By the end of the year, Boeing is due to make a decision on whether it will offer new engines for the B737, offer an all-new aircraft or stay with the current B737NG family. The company is working on improvements in composite technology and aerodynamics, but scaling down technology learned from the B787 family into a narrowbody aircraft is a difficult proposition.
If Boeing does stay with the B737NG, then increasing production is another possibility. Mr Bell stated that upping monthly output beyond 35 aircraft per month is a possibility, although the CFO admits that lifting production to 40 per month would involve a “significant amount of capital expense”. In May-2010, Boeing announced plans to lift production to from 31.5 aircraft per month to 34 aircraft per month by early 2012, and then followed this with a Jun-2010 announcement that B737 output would increase to 35 per month by 2012.
B787 delays will not affect financial results
Boeing is also confident that the latest delay to the B787 will not affect its financial results. Following difficulties with engine deliveries from Rolls-Royce, Boeing has pushed back first delivery to at least mid-1Q2011. With 847 orders for the aircraft, Boeing is confident that the aircraft will be a commercial success. But, with more than two-and-a-half years of delays behind it, Boeing believes it will be at least three years until profit margins for the aircraft become clear.

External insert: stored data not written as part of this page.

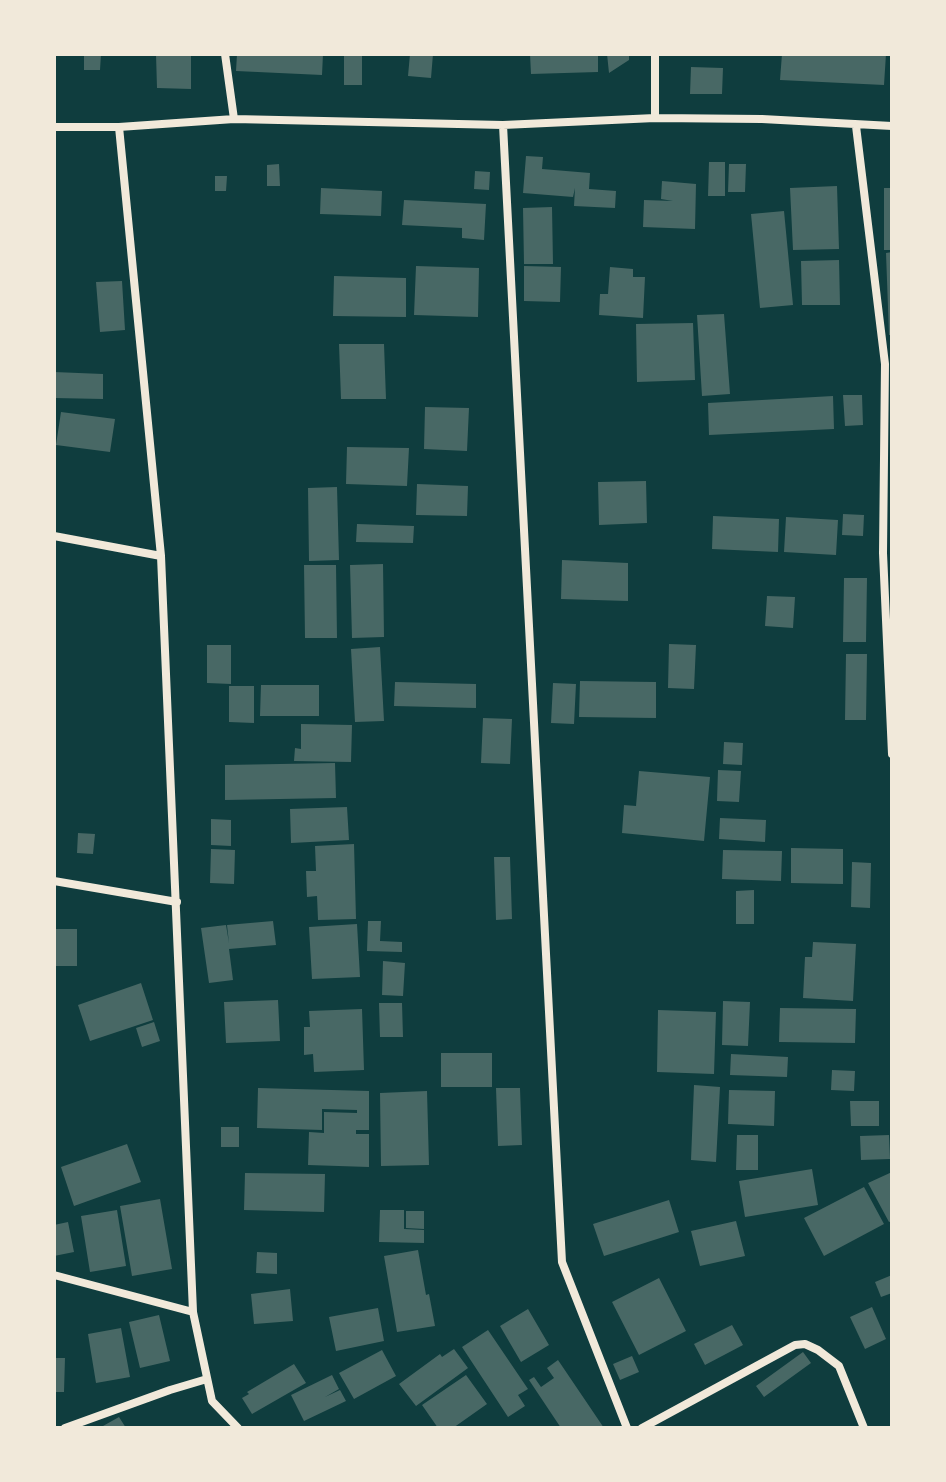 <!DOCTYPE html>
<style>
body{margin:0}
#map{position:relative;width:946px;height:1482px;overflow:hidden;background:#0f3d3e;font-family:Barlow,sans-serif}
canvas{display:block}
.frame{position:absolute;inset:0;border:56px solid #f1e9da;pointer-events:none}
</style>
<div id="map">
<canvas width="946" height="1482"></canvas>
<div class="frame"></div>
</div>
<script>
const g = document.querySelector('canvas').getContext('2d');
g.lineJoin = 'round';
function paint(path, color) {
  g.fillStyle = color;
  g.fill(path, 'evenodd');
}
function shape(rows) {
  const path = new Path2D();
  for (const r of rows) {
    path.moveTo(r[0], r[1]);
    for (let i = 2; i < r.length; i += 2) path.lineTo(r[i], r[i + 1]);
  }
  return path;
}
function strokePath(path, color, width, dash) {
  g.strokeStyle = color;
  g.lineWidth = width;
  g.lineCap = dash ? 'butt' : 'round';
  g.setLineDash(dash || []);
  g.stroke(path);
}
paint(shape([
 [84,54,101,54,100,70,84,70],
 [156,54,191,54,191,89,157,88],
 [237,54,323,54,322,75,236,71],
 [344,54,362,54,362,85,344,85],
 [410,54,433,54,431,78,408,76],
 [530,54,598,54,598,72,531,74],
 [607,54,629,54,629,60,609,73],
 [782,54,886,54,884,85,780,80],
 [691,67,723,68,722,94,690,94],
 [526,156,543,157,542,169,590,173,589,189,616,191,615,208,574,206,575,188,573,197,523,193],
 [709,162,725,162,725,196,708,196],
 [279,164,280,186,267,186,267,165],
 [729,164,746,164,745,192,728,192],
 [475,171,490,172,489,190,474,189],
 [215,176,227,176,226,191,215,191],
 [662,181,696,184,695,229,643,227,644,200,673,201,661,199],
 [837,186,839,249,793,250,790,188],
 [321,188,382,191,381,216,320,214],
 [884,188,892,188,892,250,884,250],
 [404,200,486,204,484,240,462,238,462,228,402,225],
 [552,207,553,264,524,264,523,208],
 [784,211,793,305,760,308,751,214],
 [892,252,892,335,889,335,886,253],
 [839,260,840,305,802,305,801,261],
 [416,266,479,268,478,317,414,315],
 [524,266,561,267,560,302,524,301],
 [610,267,633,269,633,277,645,277,643,318,599,315,600,294,608,294],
 [334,276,406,278,406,317,333,316],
 [122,281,125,330,100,332,96,282],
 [724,314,730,394,702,396,697,315],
 [693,323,695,380,637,382,636,324],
 [339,344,384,344,386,399,341,399],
 [54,372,103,374,103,399,54,398],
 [843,395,862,395,863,425,845,426],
 [833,396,834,429,709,435,708,403],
 [425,407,469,408,467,451,424,449],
 [61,412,115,419,110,452,56,445],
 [347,447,409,448,407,486,346,484],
 [646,481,647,523,599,525,598,482],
 [417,484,468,486,467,516,416,515],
 [337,487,339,560,309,561,308,488],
 [843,514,864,515,863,536,842,535],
 [713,516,779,519,778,552,712,549],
 [786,517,838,520,836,555,784,552],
 [357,524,414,526,413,543,356,542],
 [562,560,628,563,628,601,561,599],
 [383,564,384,637,352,638,350,565],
 [304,565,336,565,337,638,305,638],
 [844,578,867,578,866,642,843,642],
 [767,596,795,597,793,628,765,626],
 [669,644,696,645,694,689,668,688],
 [207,645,231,645,231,684,207,683],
 [380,647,384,721,355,722,351,649],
 [846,654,867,654,866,720,845,720],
 [580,681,656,682,656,718,579,717],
 [395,682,476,684,476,708,394,706],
 [553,683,576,684,574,724,551,723],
 [261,685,319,685,319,716,260,716],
 [229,686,254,686,254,723,229,722],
 [483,718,512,719,510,764,481,763],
 [301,724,352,725,351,762,294,761,295,748,301,749],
 [724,742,743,743,742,765,723,764],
 [335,763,336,798,225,800,225,765],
 [718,770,741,771,739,802,717,801],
 [639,771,710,777,704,841,622,833,624,805,636,806],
 [347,807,349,840,291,843,290,809],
 [720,818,766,820,765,842,719,839],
 [211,819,231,820,231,846,211,845],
 [78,833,95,834,93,854,77,853],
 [354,844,356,919,318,920,317,896,307,897,306,871,316,871,315,846],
 [791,848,843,849,843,884,791,883],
 [211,849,235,850,234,884,210,883],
 [723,850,782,851,781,881,722,879],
 [494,857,510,857,512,919,496,920],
 [852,862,871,863,870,908,851,907],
 [754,890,754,924,736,924,736,891],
 [273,921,276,945,229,949,233,980,209,983,201,928,226,925,229,943,227,925],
 [368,921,381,921,380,941,402,942,402,952,367,951],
 [357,924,360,977,312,979,309,927],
 [54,929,77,929,77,966,54,966],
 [813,942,856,944,853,1001,803,998,805,957,812,957],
 [383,961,405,963,403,996,382,995],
 [141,983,153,1020,90,1041,78,1005],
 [278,1000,280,1041,226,1043,224,1002],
 [723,1001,750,1002,748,1046,722,1045],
 [379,1003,402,1003,403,1037,380,1037],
 [780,1008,856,1009,855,1043,779,1042],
 [362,1009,364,1070,314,1072,313,1054,304,1055,304,1027,310,1027,309,1011],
 [658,1010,716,1012,714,1074,657,1072],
 [154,1022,160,1041,142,1047,136,1028],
 [441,1053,492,1053,492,1087,441,1087],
 [731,1054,788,1057,787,1077,730,1075],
 [832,1070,855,1071,854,1091,831,1090],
 [694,1085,720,1087,716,1162,691,1160],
 [258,1088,369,1091,369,1130,356,1130,356,1134,369,1134,369,1167,308,1165,309,1132,324,1133,324,1112,357,1113,357,1110,322,1109,322,1130,257,1128],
 [496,1088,520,1088,522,1145,498,1146],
 [729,1090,775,1091,774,1126,728,1124],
 [427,1091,429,1165,381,1166,380,1093],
 [850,1101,879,1101,879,1126,851,1126],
 [221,1127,239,1127,239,1147,221,1147],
 [737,1135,758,1135,758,1170,736,1170],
 [889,1135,890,1159,861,1160,860,1136],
 [127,1144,141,1182,74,1206,61,1167],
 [812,1169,818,1205,745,1217,739,1181],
 [892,1172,892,1221,889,1222,868,1183],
 [245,1173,325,1174,324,1212,244,1210],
 [864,1187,884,1224,824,1256,804,1218],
 [160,1199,172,1269,132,1276,120,1206],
 [669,1200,679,1232,604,1256,593,1224],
 [117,1210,126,1266,90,1272,81,1216],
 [380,1210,404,1210,404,1229,424,1230,424,1243,379,1242],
 [406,1211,424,1211,424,1229,406,1228],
 [736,1221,745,1256,700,1266,691,1231],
 [68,1222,74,1252,54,1256,54,1225],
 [418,1250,426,1295,429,1294,435,1326,397,1332,384,1256],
 [257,1252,277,1253,277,1274,256,1273],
 [892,1275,892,1293,881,1297,875,1282],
 [659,1278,686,1331,639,1355,612,1302],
 [290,1289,293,1321,254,1324,251,1294],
 [872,1307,886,1339,865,1349,850,1317],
 [378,1308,384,1341,336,1351,329,1317],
 [528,1309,549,1345,521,1362,500,1326],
 [159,1315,170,1361,140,1368,129,1322],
 [732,1325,743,1345,705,1365,694,1344],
 [121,1328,130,1377,96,1383,88,1334],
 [488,1330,528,1389,518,1395,525,1406,508,1417,462,1347],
 [454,1349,468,1368,416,1406,399,1384,440,1354,442,1357],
 [382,1350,396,1376,354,1399,339,1373],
 [803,1352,811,1363,764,1397,756,1386],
 [632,1356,639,1372,620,1380,613,1364],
 [54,1358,65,1358,64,1392,54,1392],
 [558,1360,604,1428,579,1426,561,1428,529,1380,534,1377,541,1387,554,1378,547,1368],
 [294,1364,306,1383,252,1414,242,1398,249,1394,247,1392],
 [332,1375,339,1389,325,1397,340,1390,346,1401,304,1421,291,1395],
 [466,1375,487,1404,453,1428,438,1428,422,1405],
 [119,1417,126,1428,105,1428,103,1426]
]), '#486865');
strokePath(shape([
 [225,54,234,119],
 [655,54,655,118],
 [503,125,562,1262,627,1428],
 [856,126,885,364,883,553,892,754],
 [54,127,119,127,234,119,503,125,655,118,762,119,892,126],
 [119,127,161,556,193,1312],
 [54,536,161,556],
 [54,881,177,902],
 [54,1275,193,1312,212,1401,238,1428],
 [65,1428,170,1390,207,1379],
 [642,1428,795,1345,805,1344,818,1350,839,1366,864,1428]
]), '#f1e9da', 8);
</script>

Air China has announced that it will acquire 15 B787-9s, replacing an order for 15 B787-8s made in 2005. Boeing has granted "significant price concessions" to Air China on the order, although the purchase price was not disclosed. The aircraft are expected to be delivered from 2015 onwards. Air China had originally expected to get its first B787-8s from mid-2008. The larger aircraft, with longer range and room for an additional 40-60 passengers, will better suit the carrier.
On stock markets yesterday, Boeing lost 1.6% in trading. Bombardier dropped 1.8%, as reports emerged that the company’s aerospace unit is expected to report soft results in 2QFY2010/2011. EADS shares dropped 0.1%.